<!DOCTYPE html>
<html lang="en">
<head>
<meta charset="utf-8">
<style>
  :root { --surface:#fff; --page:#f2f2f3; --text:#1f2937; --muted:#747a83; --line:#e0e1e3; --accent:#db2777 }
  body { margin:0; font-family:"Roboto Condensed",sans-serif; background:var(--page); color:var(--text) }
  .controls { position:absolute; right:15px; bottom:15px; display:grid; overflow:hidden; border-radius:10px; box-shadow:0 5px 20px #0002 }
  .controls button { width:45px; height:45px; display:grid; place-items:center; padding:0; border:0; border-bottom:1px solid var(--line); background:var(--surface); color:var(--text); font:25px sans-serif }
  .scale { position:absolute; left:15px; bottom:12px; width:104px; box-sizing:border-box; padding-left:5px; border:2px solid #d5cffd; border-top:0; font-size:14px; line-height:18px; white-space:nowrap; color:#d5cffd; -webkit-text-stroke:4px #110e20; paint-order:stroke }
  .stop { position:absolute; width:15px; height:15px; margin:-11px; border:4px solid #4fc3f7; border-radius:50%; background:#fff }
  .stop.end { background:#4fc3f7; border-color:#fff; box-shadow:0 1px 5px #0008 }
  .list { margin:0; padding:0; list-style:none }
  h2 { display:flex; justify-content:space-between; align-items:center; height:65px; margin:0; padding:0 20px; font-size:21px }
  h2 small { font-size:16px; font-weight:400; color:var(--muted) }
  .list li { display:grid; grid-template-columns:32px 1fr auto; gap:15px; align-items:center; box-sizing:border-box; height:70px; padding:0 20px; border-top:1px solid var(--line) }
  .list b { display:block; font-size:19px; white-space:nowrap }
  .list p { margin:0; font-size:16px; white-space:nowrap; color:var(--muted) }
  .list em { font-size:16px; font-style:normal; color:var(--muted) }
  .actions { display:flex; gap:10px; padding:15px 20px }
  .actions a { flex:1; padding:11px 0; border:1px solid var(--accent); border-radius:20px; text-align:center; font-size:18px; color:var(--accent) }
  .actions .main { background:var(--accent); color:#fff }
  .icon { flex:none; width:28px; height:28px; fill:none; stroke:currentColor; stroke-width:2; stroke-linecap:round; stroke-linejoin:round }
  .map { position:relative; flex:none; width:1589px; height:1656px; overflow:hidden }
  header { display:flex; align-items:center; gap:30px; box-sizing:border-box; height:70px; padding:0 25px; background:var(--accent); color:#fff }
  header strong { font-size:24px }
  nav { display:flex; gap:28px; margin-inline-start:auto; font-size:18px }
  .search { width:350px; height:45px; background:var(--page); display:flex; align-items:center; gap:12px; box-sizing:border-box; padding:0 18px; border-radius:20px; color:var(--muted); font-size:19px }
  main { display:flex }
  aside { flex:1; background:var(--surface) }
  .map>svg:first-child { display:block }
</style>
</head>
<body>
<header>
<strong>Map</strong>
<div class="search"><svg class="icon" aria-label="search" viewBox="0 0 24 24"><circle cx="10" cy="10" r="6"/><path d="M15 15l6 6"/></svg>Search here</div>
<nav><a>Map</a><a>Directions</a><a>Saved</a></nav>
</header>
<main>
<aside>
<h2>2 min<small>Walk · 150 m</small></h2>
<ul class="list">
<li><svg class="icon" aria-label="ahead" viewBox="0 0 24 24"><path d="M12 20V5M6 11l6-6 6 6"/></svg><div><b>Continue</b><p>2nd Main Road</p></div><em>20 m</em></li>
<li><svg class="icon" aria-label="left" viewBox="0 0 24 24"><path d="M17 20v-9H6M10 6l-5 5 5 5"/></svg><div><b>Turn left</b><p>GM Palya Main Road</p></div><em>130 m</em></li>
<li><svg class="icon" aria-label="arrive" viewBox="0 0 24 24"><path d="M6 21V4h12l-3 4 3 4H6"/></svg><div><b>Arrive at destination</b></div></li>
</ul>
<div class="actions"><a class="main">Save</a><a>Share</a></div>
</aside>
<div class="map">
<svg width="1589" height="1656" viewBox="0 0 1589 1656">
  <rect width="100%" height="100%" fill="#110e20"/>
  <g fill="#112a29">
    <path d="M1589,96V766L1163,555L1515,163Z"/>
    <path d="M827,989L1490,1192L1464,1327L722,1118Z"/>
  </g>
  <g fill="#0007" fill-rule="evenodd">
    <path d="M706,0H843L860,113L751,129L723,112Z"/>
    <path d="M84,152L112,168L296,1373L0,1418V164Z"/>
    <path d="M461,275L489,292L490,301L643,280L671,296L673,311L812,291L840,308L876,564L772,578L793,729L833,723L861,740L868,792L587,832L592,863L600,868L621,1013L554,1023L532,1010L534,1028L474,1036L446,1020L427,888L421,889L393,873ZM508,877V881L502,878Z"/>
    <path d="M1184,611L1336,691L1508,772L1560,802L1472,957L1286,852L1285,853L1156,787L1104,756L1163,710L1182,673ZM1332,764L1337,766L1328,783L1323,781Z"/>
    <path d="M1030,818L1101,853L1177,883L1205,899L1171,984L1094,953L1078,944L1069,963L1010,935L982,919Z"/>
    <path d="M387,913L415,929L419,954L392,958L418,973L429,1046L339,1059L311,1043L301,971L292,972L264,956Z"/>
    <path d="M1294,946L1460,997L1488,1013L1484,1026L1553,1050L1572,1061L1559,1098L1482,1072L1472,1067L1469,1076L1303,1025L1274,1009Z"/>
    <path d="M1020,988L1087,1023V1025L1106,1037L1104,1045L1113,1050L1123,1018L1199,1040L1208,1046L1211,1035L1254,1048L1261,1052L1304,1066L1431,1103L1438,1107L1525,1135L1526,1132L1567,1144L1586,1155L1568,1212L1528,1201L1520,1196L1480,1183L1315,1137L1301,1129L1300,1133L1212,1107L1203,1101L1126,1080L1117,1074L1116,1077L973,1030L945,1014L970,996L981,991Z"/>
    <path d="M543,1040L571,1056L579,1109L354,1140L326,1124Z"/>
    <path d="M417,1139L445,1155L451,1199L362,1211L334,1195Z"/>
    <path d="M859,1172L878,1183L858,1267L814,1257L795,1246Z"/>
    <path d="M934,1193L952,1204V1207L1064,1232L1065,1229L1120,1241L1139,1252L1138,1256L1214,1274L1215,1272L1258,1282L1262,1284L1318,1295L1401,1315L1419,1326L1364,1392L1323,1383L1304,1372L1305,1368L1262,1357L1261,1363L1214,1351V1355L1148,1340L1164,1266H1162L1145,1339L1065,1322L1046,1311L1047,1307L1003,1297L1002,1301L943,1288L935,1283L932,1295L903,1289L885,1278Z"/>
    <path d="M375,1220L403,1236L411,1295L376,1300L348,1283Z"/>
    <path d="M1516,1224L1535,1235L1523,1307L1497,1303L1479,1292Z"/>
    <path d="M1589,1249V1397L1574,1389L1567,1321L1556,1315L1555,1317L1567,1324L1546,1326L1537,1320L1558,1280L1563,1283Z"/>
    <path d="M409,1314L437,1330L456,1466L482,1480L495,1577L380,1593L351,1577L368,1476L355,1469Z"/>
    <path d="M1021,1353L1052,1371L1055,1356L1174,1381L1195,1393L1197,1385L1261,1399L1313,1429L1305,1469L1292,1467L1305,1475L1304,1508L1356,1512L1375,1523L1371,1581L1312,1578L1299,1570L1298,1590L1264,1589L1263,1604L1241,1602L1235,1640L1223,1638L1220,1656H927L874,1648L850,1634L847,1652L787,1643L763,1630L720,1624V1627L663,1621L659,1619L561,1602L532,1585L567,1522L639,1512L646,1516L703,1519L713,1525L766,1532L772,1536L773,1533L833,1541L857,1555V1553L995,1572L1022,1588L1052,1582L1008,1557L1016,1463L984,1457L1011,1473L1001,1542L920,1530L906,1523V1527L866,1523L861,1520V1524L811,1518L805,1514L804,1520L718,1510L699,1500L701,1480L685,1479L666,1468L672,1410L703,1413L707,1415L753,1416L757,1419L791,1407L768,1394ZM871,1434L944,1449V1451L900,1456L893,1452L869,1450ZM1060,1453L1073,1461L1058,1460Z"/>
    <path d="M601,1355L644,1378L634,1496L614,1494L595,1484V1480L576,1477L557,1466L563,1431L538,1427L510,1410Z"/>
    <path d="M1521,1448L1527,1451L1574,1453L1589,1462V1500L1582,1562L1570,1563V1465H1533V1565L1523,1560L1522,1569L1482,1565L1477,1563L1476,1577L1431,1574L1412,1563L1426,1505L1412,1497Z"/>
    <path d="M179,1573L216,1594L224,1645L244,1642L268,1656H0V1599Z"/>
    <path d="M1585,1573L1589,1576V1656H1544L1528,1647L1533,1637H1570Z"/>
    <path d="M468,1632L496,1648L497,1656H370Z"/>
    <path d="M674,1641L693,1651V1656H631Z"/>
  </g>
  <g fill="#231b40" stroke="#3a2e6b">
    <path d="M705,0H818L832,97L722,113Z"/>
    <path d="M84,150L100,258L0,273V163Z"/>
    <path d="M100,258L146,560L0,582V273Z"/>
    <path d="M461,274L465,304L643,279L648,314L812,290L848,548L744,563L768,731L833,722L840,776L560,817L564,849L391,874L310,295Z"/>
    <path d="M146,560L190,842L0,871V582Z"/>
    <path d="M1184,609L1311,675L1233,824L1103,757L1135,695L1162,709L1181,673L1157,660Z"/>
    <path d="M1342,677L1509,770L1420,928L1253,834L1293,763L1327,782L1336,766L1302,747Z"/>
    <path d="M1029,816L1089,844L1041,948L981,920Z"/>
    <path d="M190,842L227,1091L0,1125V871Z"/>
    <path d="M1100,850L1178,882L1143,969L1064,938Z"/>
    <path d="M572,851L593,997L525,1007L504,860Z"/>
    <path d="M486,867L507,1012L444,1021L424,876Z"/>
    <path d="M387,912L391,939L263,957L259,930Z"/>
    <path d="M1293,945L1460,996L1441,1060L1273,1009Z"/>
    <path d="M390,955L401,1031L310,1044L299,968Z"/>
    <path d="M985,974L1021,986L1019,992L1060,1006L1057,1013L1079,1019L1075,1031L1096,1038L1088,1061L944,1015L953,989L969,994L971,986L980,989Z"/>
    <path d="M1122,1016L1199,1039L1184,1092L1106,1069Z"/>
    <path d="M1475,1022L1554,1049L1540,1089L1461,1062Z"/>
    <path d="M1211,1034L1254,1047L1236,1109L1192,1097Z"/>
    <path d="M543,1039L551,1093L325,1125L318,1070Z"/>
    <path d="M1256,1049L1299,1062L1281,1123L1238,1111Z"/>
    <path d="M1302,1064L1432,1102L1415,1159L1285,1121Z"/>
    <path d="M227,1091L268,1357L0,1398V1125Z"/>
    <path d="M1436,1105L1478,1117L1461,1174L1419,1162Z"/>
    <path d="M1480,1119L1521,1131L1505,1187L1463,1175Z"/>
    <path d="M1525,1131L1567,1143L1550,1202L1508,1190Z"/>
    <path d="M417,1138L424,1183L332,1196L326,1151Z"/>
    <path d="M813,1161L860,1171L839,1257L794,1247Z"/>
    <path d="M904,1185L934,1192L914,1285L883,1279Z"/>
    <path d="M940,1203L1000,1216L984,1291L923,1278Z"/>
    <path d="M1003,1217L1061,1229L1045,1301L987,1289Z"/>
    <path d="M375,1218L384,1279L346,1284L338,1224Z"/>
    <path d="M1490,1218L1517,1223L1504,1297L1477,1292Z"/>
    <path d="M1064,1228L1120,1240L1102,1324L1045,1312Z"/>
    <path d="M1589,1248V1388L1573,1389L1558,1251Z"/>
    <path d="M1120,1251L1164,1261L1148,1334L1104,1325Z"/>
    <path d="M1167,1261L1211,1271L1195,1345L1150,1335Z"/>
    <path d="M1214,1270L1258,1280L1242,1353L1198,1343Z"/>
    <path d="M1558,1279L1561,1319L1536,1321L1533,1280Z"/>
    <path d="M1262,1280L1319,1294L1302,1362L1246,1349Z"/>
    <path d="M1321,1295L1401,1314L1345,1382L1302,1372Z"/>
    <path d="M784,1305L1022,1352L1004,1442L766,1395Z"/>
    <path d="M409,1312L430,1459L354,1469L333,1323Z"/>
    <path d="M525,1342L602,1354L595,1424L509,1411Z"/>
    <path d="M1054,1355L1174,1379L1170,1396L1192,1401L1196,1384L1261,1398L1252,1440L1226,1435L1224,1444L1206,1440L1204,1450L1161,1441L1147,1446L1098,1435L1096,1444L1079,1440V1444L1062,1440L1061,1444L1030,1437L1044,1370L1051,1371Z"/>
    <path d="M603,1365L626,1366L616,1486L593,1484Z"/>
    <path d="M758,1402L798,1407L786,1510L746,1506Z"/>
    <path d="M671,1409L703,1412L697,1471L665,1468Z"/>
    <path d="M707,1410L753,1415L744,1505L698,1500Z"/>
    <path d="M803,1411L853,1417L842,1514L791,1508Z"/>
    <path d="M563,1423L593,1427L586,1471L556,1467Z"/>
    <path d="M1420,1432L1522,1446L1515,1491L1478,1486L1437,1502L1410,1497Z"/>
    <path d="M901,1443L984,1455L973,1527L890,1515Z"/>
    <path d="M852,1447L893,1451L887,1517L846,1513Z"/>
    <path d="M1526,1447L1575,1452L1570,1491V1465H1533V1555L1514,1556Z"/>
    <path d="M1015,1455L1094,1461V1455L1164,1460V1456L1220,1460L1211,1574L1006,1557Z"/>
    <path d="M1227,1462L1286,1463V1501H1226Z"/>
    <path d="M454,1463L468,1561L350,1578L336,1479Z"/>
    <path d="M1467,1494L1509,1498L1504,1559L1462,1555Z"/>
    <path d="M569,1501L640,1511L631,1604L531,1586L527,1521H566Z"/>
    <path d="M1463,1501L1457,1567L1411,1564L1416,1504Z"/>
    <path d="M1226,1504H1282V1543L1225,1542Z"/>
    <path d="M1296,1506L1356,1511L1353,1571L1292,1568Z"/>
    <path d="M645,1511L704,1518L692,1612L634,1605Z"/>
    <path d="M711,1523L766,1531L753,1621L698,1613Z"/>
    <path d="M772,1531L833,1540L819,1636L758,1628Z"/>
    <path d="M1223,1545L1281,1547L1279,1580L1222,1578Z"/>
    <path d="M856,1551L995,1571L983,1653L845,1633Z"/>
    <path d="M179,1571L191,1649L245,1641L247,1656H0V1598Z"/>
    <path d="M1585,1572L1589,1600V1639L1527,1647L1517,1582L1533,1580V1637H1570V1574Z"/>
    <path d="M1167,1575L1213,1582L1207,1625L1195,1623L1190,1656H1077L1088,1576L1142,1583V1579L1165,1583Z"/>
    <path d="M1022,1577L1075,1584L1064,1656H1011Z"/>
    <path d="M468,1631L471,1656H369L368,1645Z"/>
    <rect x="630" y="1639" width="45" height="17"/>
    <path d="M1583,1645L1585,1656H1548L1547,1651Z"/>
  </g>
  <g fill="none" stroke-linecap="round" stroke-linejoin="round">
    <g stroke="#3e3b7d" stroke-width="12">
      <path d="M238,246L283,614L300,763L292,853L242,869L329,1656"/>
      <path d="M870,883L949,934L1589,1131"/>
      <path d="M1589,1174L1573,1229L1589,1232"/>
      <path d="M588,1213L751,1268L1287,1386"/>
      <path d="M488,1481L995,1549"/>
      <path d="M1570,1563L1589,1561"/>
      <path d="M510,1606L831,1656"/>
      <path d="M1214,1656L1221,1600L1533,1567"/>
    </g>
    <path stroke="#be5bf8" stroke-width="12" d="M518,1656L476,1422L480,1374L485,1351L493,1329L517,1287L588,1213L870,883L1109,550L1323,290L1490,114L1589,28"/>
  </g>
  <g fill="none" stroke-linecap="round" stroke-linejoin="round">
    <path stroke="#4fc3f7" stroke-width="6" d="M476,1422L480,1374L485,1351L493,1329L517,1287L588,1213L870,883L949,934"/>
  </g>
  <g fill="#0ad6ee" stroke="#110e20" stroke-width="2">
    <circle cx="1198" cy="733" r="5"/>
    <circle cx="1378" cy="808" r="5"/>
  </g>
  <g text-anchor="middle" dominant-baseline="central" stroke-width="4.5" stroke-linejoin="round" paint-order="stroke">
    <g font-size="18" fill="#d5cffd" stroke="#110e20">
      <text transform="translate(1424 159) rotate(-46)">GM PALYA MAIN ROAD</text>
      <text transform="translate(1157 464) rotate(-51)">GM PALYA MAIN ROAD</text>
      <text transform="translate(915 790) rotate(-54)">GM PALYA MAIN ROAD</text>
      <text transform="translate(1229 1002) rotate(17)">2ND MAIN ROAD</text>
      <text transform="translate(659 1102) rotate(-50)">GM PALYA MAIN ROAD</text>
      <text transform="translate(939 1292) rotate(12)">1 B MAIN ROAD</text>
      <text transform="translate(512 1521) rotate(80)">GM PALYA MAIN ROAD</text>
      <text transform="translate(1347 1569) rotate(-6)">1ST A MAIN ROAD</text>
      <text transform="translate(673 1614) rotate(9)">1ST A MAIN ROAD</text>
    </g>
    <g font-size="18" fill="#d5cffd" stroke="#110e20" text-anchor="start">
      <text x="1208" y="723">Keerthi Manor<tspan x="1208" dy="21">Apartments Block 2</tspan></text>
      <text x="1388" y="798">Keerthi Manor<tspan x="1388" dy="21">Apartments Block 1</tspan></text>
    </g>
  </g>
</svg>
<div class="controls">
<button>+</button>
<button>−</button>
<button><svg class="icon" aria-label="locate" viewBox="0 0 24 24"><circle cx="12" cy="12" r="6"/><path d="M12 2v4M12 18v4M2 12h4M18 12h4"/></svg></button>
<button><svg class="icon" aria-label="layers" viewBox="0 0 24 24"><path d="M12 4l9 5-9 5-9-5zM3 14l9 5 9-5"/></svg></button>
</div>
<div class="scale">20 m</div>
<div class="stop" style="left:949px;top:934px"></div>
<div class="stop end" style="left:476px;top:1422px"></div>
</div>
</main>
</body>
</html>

- [ACTIVITY] Print the line that contains "<button>+</button>", then every later line of the entries above up to and including the last, all exactly as written.

- [COMPLETED TASK]
<button>+</button>
<button>−</button>
<button><svg class="icon" aria-label="locate" viewBox="0 0 24 24"><circle cx="12" cy="12" r="6"/><path d="M12 2v4M12 18v4M2 12h4M18 12h4"/></svg></button>
<button><svg class="icon" aria-label="layers" viewBox="0 0 24 24"><path d="M12 4l9 5-9 5-9-5zM3 14l9 5 9-5"/></svg></button>
</div>
<div class="scale">20 m</div>
<div class="stop" style="left:949px;top:934px"></div>
<div class="stop end" style="left:476px;top:1422px"></div>
</div>
</main>
</body>
</html>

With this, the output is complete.